» PROBLEM REQUIREMENTS
Show every line from the data below that includes "Math".

» RECORDS FOR THE TASK
————
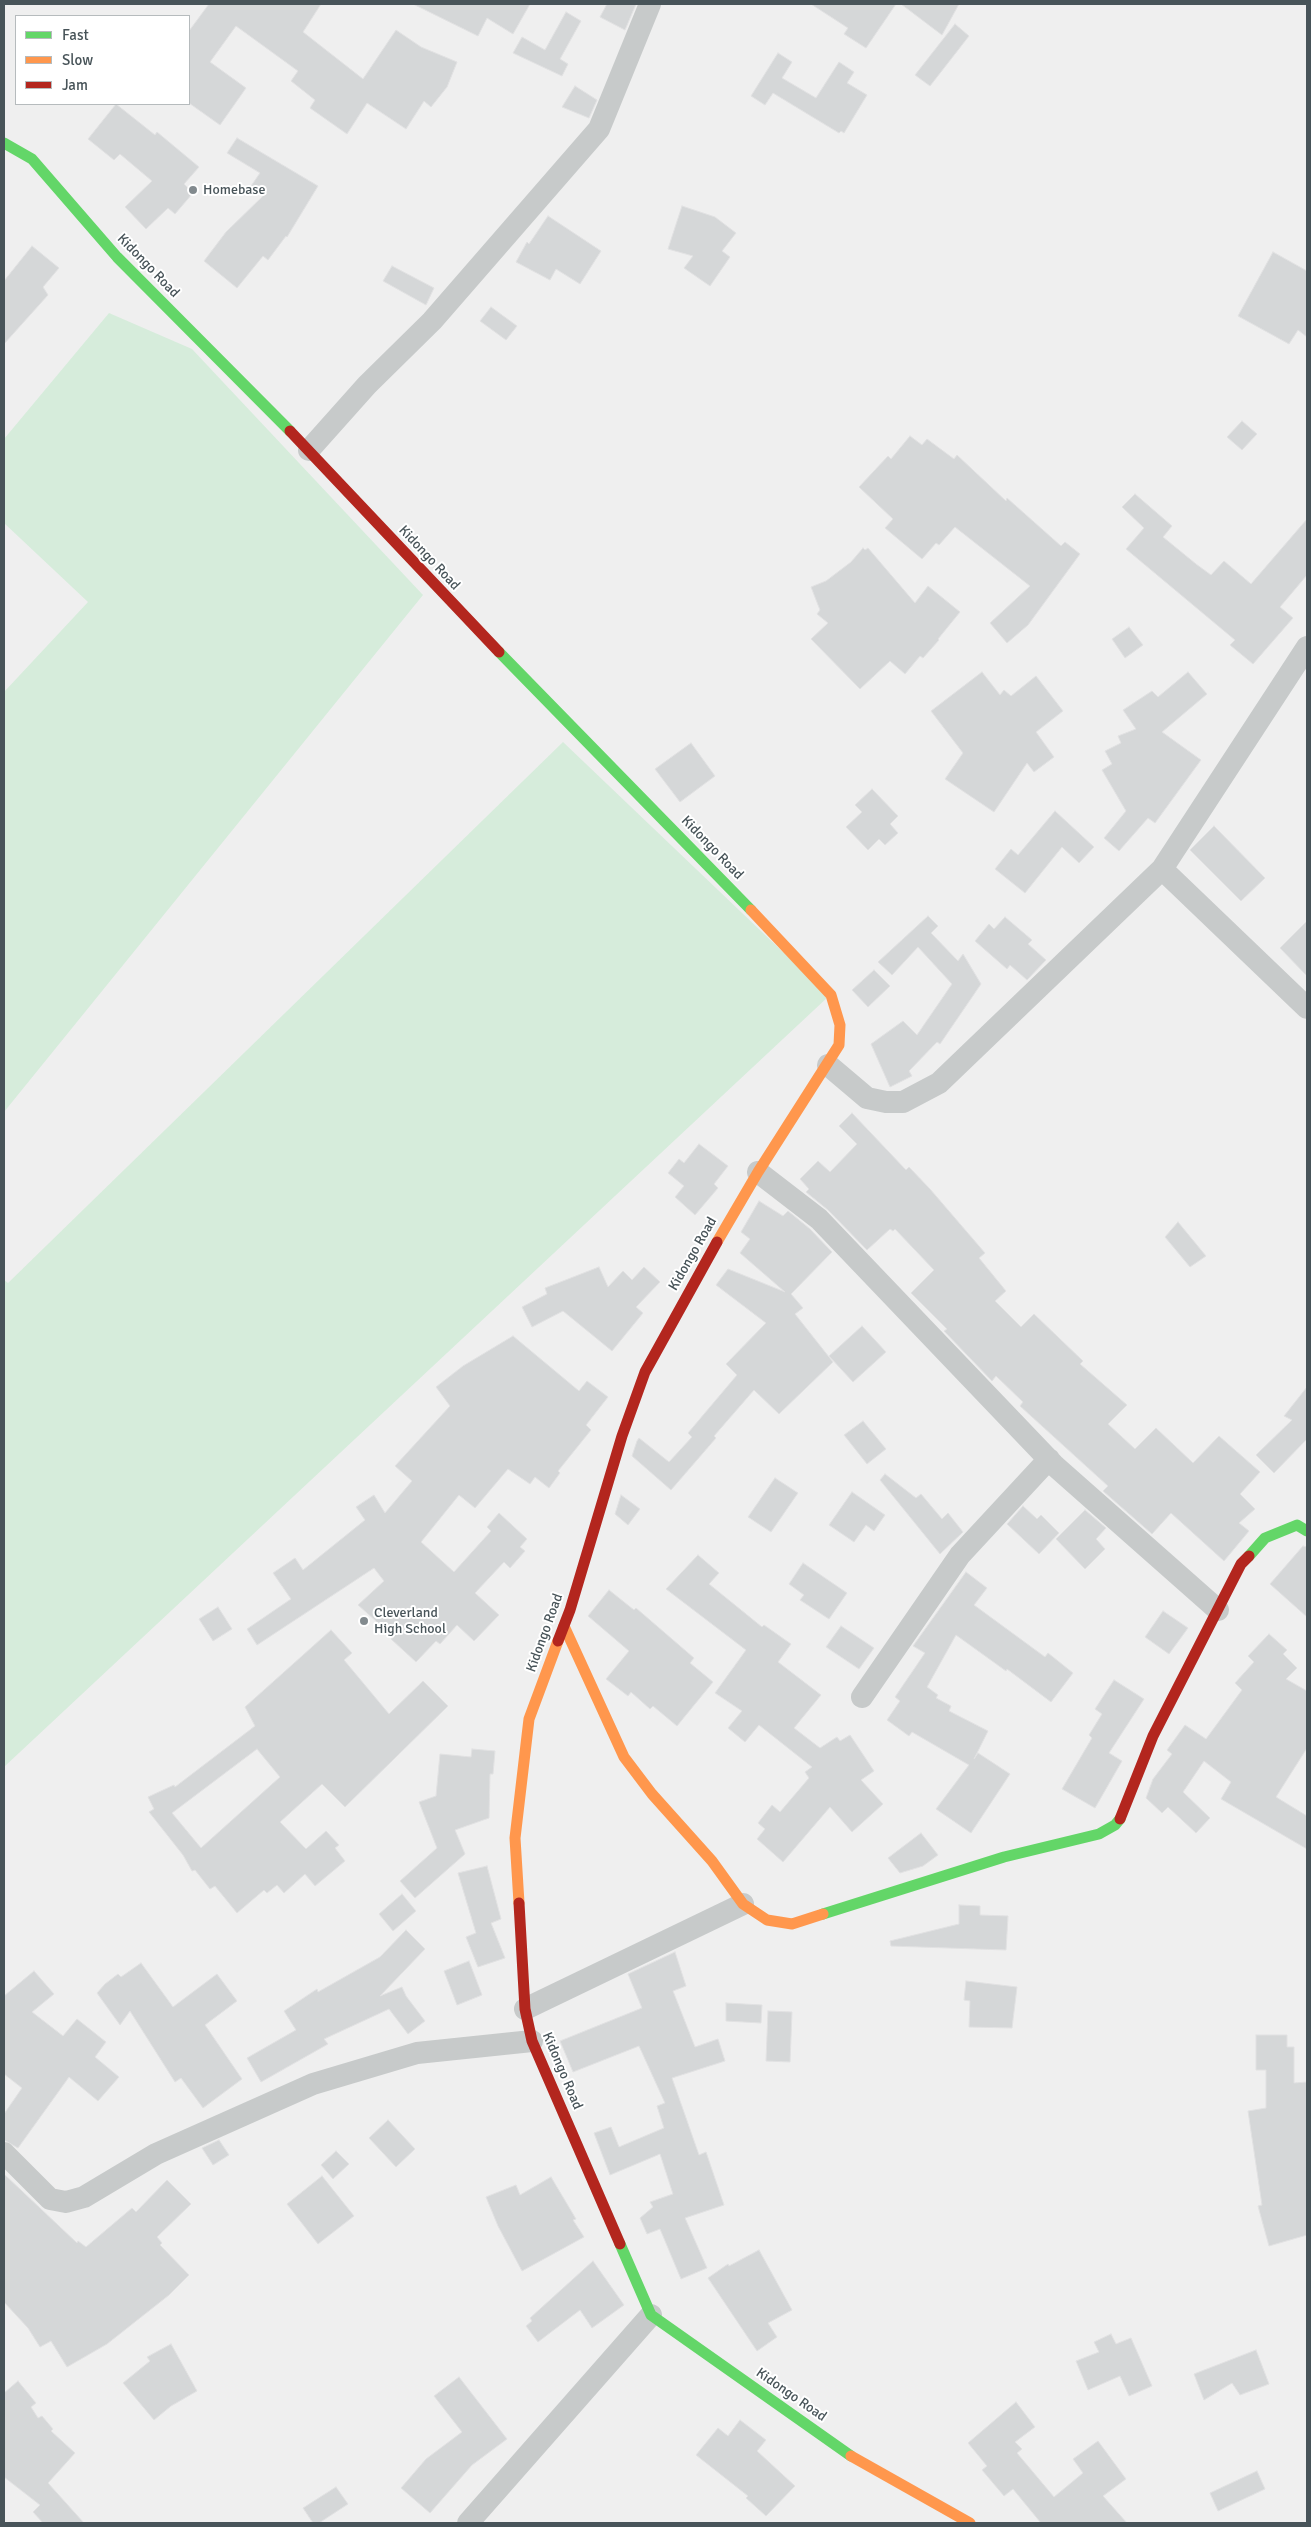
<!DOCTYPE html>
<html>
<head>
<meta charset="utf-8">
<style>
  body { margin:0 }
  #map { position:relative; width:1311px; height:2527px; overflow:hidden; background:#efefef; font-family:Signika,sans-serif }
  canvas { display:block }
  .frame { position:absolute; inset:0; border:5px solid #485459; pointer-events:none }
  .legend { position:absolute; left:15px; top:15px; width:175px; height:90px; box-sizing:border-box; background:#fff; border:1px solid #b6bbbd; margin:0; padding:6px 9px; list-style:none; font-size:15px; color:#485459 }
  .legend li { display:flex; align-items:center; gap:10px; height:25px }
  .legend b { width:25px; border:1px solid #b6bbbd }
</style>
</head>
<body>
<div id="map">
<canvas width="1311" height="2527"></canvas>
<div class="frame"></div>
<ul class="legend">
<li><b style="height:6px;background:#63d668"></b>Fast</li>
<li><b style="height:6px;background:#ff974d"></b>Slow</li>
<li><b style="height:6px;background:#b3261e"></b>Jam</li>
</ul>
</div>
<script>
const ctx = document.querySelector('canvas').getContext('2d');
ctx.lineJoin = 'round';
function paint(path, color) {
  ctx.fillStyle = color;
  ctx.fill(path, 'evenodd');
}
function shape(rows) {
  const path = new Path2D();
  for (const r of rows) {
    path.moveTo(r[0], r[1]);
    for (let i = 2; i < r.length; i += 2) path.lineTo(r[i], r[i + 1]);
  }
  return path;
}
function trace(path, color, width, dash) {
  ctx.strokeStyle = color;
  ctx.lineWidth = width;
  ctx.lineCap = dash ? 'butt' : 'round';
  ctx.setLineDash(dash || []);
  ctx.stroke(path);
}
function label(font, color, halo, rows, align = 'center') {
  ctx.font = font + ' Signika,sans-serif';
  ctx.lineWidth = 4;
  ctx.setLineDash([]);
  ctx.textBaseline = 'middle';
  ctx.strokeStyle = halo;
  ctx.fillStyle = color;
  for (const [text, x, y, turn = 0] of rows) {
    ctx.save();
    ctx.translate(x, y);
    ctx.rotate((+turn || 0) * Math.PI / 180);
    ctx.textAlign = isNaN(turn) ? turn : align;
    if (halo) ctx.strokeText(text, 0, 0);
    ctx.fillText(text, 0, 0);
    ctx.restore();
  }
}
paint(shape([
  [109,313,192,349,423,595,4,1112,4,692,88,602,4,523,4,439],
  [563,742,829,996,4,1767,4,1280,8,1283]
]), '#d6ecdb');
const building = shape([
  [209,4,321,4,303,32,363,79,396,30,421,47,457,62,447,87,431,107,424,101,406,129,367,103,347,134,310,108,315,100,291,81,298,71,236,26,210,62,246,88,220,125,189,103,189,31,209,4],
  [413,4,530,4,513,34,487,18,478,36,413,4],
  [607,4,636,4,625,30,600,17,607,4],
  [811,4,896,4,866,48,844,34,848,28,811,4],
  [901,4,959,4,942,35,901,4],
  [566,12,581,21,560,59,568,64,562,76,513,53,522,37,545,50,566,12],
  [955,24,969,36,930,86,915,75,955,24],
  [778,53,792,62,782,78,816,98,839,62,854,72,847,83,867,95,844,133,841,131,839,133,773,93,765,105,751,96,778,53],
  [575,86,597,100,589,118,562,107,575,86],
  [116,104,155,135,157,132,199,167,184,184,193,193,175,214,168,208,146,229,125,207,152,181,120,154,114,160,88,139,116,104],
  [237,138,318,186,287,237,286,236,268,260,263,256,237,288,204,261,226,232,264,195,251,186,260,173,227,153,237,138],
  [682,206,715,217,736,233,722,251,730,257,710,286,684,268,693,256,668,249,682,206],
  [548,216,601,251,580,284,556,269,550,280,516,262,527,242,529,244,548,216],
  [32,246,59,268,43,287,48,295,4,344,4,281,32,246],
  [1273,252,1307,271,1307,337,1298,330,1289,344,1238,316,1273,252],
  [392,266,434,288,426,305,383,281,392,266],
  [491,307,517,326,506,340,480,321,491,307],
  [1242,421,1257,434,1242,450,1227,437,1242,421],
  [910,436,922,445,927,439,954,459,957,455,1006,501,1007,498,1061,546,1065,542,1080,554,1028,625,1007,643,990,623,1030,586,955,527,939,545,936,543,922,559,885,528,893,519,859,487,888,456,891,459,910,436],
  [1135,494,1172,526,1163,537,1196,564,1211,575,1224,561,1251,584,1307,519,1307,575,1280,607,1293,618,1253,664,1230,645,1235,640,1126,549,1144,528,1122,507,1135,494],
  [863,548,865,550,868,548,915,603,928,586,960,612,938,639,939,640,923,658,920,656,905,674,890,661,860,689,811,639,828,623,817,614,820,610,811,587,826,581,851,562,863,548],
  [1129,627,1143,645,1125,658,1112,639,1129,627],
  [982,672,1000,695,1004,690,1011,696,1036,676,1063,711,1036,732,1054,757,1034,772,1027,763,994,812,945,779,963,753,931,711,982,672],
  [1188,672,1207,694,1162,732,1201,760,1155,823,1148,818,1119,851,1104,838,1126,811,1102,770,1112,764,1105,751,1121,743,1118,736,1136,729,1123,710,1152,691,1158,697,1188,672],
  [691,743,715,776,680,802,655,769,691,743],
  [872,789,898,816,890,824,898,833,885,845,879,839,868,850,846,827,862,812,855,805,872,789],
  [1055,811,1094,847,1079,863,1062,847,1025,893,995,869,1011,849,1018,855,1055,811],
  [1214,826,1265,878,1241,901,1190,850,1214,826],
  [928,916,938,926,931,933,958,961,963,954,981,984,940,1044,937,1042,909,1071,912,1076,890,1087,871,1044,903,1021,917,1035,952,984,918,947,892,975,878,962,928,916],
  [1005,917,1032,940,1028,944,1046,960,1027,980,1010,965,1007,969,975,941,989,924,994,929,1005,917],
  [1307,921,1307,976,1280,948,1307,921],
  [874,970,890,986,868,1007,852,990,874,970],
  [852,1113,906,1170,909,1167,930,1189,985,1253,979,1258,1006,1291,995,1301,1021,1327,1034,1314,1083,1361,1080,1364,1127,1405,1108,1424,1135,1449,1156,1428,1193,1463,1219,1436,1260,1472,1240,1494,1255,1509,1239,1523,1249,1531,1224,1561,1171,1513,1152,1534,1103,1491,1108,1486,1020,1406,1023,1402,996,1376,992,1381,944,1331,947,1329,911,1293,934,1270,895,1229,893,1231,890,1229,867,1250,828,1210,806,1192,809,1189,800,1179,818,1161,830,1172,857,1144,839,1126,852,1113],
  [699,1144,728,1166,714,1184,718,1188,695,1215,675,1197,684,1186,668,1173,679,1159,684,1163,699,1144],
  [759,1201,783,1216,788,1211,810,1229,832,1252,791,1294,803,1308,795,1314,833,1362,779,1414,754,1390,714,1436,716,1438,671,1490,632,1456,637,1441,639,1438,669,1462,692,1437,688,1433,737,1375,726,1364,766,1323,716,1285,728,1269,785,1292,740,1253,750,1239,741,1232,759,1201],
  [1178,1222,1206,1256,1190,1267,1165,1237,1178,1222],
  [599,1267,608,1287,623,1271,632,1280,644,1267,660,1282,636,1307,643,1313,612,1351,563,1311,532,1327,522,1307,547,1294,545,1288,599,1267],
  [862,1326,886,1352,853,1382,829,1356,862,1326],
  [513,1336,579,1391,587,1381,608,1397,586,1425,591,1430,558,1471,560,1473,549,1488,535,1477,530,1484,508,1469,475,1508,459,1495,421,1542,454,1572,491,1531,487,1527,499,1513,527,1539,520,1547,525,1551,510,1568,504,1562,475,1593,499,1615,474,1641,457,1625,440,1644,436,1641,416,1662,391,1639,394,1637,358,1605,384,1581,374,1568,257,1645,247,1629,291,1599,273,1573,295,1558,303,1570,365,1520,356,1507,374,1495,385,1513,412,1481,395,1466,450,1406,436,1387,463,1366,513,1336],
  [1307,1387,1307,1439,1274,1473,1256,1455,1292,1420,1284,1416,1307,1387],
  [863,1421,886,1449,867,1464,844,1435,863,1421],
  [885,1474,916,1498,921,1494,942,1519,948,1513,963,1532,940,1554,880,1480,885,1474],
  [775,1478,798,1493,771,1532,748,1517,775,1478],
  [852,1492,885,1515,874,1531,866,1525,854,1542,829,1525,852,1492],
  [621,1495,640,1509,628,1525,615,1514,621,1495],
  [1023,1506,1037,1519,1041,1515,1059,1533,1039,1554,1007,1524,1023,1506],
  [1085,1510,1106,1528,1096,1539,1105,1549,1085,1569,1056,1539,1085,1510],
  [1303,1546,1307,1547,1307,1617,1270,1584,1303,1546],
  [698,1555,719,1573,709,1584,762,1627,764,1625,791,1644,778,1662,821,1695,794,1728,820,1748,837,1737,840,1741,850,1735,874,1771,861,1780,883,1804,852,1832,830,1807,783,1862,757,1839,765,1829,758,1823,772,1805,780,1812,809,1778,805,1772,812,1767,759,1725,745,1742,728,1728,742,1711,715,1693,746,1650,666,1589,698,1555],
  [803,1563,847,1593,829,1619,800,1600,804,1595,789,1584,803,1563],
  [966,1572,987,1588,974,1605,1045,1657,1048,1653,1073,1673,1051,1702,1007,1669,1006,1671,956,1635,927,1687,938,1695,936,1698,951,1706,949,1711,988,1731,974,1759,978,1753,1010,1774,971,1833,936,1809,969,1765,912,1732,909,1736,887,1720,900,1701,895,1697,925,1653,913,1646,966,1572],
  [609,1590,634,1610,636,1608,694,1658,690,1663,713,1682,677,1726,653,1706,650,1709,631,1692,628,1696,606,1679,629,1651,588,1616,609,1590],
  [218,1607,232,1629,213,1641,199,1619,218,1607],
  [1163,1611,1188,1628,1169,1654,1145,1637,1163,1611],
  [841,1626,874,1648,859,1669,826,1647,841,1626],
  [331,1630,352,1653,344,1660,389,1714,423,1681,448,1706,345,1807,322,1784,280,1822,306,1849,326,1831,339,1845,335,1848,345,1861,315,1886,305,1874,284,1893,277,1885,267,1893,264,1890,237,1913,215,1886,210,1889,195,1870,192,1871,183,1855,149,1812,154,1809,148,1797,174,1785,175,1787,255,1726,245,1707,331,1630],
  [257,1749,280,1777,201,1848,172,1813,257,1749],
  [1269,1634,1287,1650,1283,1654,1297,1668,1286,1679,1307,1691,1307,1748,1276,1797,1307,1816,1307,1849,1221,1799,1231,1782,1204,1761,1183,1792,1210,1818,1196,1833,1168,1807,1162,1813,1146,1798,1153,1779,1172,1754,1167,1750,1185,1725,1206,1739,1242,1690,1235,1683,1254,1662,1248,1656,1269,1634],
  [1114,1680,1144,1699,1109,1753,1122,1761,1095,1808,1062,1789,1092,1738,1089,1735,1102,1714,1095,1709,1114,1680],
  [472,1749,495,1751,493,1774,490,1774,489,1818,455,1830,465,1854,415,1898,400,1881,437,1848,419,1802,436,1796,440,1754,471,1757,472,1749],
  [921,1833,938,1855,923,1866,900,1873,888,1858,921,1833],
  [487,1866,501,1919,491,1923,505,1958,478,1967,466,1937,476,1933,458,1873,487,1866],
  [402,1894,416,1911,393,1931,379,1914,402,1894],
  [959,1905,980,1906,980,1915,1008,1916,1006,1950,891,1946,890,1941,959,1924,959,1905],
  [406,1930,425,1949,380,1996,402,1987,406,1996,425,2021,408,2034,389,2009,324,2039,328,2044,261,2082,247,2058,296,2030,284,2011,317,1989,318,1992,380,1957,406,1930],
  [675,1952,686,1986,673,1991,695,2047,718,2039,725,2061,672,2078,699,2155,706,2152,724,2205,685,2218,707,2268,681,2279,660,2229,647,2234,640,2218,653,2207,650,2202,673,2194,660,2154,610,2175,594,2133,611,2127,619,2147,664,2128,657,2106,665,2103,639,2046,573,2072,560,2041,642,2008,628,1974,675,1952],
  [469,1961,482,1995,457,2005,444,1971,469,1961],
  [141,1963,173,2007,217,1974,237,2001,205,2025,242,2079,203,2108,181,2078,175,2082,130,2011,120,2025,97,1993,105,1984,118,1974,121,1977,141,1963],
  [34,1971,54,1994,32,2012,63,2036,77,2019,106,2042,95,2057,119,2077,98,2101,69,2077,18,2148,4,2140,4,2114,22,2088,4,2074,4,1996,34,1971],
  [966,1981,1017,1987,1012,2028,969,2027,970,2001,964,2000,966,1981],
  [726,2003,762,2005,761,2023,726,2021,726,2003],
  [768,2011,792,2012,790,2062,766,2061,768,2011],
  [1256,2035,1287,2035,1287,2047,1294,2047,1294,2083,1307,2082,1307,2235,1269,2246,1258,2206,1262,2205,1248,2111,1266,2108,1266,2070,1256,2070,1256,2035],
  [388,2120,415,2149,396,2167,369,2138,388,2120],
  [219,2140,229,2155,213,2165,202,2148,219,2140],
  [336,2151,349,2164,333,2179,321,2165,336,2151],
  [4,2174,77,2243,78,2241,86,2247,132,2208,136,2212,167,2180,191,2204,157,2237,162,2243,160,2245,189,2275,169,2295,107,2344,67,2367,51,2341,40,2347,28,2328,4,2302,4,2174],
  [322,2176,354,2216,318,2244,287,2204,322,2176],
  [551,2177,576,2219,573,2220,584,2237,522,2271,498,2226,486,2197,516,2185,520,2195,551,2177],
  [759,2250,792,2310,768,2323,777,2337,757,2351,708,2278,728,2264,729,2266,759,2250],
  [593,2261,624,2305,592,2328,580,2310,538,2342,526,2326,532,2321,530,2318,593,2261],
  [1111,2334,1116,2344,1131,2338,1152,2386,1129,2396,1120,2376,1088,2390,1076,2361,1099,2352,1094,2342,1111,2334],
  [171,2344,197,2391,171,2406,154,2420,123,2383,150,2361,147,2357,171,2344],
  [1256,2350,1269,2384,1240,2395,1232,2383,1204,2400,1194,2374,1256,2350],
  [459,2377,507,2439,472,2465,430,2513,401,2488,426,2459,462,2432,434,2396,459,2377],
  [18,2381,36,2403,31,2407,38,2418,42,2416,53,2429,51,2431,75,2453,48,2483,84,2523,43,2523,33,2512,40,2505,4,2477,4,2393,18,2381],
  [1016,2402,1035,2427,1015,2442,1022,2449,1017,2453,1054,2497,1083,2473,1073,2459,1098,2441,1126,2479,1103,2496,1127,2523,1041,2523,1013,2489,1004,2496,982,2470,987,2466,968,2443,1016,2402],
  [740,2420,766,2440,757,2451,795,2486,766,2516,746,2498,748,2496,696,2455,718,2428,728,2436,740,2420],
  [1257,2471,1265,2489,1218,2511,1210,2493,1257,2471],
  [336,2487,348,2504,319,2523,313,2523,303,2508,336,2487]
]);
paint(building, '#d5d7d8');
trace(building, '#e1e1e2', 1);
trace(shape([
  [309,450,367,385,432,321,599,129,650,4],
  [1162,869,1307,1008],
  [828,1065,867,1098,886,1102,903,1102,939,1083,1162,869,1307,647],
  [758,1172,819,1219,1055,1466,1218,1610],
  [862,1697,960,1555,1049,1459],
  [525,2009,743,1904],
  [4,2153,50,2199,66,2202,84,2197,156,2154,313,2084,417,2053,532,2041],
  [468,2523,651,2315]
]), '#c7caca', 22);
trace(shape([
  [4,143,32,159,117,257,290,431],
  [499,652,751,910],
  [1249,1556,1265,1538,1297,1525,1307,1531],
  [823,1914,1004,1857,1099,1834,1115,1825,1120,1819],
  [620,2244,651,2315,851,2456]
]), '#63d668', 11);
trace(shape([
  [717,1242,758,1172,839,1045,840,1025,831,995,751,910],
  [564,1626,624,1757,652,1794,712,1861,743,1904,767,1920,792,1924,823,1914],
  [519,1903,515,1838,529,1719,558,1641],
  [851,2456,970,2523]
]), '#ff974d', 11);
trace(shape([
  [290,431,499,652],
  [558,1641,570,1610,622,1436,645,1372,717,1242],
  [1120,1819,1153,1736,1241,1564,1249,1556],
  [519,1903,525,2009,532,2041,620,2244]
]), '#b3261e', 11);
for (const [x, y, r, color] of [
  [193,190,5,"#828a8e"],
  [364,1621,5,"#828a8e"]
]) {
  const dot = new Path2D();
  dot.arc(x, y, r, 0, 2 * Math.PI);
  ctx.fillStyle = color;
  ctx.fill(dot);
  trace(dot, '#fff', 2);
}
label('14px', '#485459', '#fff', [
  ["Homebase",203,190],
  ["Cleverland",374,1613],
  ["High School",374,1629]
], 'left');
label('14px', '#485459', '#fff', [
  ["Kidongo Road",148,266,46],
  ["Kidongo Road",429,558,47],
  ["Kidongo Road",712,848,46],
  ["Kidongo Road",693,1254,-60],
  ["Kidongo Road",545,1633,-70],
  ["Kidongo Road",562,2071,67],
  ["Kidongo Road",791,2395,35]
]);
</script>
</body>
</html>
————
» TASK RESPONSE
    ctx.rotate((+turn || 0) * Math.PI / 180);
  dot.arc(x, y, r, 0, 2 * Math.PI);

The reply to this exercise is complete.